%%
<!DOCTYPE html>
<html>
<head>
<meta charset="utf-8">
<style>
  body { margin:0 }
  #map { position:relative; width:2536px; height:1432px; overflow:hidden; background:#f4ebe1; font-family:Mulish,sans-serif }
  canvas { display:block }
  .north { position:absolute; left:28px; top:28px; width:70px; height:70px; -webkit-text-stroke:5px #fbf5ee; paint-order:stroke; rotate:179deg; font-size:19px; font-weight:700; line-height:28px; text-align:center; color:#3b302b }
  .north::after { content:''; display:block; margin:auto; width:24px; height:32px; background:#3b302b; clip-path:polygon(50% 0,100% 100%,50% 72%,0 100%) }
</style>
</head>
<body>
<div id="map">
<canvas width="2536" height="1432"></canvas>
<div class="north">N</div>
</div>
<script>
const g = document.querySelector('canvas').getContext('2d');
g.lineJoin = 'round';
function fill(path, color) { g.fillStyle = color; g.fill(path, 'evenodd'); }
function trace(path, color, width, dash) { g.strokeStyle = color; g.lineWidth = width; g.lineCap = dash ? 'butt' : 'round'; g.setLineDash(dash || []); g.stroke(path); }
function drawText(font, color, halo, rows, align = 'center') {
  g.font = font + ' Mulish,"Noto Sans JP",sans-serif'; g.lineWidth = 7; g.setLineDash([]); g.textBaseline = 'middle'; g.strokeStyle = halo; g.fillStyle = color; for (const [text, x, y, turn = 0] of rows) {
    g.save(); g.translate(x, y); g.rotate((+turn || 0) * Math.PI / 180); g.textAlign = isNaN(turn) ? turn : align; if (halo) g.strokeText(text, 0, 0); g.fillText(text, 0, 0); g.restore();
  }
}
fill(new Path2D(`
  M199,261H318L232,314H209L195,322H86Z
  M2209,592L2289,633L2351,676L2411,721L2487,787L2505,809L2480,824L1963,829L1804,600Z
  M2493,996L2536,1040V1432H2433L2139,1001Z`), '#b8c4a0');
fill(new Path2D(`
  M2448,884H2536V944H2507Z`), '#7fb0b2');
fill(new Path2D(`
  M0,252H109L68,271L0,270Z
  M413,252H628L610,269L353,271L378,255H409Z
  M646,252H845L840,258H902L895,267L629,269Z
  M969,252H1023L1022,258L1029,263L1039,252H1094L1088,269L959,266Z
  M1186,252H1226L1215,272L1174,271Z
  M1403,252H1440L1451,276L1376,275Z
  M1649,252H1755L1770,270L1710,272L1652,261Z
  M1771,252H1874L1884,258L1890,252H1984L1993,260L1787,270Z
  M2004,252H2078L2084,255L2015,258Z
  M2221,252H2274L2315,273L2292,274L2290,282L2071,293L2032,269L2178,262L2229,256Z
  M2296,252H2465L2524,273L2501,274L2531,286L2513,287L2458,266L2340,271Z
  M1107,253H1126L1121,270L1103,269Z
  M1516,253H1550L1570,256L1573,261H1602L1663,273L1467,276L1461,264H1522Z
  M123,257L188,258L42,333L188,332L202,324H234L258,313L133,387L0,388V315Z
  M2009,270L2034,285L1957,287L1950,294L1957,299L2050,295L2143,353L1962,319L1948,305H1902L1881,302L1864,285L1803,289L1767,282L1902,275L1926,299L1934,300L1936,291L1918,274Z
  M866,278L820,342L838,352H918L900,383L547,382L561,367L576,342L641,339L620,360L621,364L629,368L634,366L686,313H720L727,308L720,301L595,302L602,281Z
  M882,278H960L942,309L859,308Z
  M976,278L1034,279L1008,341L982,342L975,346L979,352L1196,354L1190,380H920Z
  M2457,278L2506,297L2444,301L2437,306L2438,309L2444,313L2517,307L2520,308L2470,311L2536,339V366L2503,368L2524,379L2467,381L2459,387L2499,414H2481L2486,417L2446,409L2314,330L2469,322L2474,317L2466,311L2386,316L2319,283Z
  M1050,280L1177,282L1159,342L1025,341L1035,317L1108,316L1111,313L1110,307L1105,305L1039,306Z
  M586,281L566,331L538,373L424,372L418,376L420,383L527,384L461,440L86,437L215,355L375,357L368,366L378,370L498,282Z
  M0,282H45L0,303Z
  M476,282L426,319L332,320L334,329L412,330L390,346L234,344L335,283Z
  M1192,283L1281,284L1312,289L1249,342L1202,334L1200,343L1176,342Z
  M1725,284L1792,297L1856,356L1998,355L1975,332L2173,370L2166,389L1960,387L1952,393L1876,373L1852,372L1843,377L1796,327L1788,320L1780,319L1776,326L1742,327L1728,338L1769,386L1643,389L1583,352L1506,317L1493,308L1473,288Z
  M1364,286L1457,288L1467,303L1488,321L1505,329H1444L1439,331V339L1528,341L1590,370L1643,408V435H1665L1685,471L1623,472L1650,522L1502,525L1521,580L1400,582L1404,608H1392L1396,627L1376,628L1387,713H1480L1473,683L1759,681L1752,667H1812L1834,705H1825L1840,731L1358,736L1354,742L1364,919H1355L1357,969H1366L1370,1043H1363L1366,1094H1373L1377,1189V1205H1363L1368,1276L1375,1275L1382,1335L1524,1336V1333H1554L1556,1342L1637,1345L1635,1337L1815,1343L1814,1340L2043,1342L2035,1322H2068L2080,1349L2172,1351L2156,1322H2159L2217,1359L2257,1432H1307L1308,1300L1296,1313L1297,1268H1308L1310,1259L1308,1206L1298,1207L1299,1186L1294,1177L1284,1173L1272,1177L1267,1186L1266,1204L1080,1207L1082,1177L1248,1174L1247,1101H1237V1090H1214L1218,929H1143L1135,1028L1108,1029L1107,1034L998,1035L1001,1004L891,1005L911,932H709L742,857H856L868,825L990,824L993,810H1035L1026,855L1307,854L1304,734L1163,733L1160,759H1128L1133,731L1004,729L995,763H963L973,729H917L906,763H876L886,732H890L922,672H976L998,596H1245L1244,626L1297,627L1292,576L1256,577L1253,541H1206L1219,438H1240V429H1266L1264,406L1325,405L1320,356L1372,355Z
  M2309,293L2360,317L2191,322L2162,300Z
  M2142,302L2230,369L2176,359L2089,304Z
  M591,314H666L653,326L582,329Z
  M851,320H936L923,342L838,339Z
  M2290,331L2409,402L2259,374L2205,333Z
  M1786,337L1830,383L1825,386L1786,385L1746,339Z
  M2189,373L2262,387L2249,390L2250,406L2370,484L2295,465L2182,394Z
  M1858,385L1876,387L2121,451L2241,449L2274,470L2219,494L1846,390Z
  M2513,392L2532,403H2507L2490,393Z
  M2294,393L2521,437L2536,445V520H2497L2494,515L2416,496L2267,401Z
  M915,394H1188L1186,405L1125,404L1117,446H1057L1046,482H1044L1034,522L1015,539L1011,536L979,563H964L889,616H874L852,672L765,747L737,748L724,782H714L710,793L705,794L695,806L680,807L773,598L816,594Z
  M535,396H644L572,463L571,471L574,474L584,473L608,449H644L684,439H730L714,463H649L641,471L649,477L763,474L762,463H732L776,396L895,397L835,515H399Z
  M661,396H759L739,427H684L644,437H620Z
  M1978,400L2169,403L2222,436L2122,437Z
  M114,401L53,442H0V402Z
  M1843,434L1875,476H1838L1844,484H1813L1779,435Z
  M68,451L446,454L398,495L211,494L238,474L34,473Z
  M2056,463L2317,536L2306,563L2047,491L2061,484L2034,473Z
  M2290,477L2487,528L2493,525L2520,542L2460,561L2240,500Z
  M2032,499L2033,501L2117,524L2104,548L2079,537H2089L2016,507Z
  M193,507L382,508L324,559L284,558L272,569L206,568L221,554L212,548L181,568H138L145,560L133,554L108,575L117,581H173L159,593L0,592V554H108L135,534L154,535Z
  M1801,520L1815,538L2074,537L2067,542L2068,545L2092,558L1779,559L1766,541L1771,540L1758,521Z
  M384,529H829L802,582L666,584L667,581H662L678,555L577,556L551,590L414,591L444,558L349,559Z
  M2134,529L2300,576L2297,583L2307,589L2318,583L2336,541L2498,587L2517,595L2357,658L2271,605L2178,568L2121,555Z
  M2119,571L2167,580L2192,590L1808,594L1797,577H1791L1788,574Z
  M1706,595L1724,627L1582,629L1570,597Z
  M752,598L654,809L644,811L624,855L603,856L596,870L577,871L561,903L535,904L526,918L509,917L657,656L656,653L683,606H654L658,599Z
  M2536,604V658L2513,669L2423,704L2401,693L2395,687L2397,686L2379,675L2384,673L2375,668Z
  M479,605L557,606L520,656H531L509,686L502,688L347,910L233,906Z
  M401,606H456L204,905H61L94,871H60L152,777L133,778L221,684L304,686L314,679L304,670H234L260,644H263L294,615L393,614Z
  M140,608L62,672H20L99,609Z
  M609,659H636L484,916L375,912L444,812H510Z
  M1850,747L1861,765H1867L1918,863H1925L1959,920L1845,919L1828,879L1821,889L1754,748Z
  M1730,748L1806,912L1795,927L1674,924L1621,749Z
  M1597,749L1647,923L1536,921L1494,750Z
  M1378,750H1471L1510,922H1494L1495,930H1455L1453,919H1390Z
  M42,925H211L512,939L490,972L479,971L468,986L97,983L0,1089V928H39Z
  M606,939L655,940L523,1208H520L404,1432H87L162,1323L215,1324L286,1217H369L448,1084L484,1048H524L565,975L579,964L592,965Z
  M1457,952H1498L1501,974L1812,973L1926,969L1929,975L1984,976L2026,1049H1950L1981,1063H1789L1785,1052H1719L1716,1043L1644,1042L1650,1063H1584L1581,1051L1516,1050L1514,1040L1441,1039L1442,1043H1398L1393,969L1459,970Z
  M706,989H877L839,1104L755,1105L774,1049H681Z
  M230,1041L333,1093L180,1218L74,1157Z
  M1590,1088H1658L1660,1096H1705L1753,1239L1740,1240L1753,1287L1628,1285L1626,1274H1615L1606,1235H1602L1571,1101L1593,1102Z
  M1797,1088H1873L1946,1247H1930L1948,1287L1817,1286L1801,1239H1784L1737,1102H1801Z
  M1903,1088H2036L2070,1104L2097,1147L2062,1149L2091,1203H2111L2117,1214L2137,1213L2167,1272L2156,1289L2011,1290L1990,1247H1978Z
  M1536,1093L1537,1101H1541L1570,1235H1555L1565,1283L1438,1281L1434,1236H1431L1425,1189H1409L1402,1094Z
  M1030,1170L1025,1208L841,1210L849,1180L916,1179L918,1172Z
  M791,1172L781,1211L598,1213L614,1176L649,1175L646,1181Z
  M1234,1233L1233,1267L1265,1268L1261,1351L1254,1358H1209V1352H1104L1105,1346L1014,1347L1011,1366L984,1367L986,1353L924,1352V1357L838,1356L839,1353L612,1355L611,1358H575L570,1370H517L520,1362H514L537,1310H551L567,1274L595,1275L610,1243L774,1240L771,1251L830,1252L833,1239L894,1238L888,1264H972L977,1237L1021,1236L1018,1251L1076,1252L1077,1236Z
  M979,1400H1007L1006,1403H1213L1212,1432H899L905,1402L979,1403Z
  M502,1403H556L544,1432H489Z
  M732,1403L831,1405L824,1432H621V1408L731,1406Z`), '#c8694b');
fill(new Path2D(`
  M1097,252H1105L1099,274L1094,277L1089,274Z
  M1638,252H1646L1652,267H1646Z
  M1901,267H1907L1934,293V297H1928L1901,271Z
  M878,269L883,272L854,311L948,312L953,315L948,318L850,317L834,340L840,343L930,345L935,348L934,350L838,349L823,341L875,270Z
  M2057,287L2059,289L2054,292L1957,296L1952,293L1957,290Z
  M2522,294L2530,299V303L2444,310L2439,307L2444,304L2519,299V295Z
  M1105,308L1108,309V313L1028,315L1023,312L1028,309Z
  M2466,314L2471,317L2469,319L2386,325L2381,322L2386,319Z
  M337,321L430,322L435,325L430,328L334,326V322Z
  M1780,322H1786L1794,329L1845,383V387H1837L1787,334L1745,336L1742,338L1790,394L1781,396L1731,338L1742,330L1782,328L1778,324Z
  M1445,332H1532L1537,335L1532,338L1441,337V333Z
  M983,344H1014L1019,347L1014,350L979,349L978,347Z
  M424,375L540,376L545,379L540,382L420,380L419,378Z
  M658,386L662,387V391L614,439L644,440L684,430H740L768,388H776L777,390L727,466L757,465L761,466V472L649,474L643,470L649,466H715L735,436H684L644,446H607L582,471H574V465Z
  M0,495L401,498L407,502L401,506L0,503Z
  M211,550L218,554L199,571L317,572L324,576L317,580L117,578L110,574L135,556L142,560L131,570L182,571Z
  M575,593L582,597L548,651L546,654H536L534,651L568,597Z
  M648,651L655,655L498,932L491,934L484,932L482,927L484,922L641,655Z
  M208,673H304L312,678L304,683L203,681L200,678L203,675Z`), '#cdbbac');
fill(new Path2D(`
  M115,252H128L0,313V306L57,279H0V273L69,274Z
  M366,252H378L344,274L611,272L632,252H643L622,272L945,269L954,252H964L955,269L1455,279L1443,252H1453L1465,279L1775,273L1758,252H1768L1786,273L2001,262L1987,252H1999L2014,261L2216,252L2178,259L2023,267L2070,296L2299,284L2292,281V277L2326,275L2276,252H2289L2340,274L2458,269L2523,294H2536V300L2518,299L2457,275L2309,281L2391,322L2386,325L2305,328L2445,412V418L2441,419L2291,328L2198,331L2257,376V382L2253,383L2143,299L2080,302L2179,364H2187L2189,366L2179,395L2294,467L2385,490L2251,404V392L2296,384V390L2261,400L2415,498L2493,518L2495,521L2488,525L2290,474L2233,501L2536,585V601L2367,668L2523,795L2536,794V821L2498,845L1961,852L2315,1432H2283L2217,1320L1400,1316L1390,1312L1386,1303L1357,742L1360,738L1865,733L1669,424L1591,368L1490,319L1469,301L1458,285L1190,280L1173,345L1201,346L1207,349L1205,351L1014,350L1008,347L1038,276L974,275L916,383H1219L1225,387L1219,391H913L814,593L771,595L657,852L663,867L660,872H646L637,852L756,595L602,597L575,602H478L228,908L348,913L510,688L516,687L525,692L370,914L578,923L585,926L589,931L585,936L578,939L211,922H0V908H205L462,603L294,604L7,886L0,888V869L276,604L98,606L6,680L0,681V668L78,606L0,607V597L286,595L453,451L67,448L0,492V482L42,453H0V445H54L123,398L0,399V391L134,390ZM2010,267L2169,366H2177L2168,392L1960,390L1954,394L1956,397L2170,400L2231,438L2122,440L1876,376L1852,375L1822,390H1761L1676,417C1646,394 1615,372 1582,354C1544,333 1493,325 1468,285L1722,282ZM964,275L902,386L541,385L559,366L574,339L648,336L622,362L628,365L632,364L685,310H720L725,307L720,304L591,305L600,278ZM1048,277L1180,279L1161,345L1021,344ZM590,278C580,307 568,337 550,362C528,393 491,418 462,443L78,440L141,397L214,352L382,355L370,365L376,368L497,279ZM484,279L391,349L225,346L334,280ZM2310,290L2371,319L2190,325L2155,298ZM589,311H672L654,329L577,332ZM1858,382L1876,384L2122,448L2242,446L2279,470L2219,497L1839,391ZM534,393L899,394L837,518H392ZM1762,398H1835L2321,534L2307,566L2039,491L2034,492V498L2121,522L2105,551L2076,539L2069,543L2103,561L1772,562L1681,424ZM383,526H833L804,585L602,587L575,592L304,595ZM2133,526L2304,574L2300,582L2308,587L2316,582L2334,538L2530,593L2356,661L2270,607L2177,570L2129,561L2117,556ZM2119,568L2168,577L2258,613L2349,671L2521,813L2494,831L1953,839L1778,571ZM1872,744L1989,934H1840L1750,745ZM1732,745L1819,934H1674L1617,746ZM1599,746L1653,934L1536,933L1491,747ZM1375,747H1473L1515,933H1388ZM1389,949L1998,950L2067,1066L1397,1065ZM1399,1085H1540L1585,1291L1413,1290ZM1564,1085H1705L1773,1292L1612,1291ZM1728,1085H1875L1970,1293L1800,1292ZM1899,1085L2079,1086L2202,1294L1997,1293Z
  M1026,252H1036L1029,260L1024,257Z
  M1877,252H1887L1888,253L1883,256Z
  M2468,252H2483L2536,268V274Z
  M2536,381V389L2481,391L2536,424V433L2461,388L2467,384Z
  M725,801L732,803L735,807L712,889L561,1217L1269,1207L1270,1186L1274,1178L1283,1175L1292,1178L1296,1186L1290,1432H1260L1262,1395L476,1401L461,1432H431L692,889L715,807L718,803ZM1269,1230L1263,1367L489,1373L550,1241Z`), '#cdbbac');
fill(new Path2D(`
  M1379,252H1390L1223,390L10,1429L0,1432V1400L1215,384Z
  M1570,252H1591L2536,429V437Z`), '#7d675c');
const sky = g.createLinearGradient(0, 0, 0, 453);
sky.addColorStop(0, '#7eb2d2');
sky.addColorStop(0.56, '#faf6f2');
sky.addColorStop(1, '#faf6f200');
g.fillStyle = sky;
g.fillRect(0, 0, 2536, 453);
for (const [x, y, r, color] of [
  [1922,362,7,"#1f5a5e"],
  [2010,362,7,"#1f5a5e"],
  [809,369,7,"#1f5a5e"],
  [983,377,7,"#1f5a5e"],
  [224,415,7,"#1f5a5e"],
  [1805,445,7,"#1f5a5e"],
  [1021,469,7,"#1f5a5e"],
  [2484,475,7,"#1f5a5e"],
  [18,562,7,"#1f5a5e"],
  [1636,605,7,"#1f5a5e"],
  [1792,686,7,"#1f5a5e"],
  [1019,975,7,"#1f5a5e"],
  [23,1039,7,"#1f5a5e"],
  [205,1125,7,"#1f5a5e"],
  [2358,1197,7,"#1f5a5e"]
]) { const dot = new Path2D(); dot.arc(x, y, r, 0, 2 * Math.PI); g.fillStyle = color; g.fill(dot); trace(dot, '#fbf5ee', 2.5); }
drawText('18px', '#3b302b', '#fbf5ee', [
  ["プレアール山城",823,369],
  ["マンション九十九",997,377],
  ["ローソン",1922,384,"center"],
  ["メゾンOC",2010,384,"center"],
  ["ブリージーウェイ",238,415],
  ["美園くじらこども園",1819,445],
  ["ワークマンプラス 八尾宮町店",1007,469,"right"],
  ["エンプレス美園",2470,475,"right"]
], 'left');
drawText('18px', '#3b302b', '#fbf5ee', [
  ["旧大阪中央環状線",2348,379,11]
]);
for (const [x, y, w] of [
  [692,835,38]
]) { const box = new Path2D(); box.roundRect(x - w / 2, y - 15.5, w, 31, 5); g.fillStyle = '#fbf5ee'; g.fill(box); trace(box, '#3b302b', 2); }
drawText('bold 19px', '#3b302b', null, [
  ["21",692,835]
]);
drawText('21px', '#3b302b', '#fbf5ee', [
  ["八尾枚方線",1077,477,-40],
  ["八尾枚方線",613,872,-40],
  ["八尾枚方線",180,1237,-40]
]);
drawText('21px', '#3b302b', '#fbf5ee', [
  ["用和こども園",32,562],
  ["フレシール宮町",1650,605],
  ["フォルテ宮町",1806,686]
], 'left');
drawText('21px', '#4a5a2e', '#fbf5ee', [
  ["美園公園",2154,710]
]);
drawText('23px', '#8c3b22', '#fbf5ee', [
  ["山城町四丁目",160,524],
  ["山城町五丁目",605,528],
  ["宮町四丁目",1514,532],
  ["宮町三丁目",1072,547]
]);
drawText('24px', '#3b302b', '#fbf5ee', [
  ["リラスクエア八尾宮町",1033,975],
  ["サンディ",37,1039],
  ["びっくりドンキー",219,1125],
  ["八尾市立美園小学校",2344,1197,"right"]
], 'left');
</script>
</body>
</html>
%%
- _Task prompt_
The lines you need are those holding the word "function"; copy each of them from the material above.

- _Response to the task_
function fill(path, color) { g.fillStyle = color; g.fill(path, 'evenodd'); }
function trace(path, color, width, dash) { g.strokeStyle = color; g.lineWidth = width; g.lineCap = dash ? 'butt' : 'round'; g.setLineDash(dash || []); g.stroke(path); }
function drawText(font, color, halo, rows, align = 'center') {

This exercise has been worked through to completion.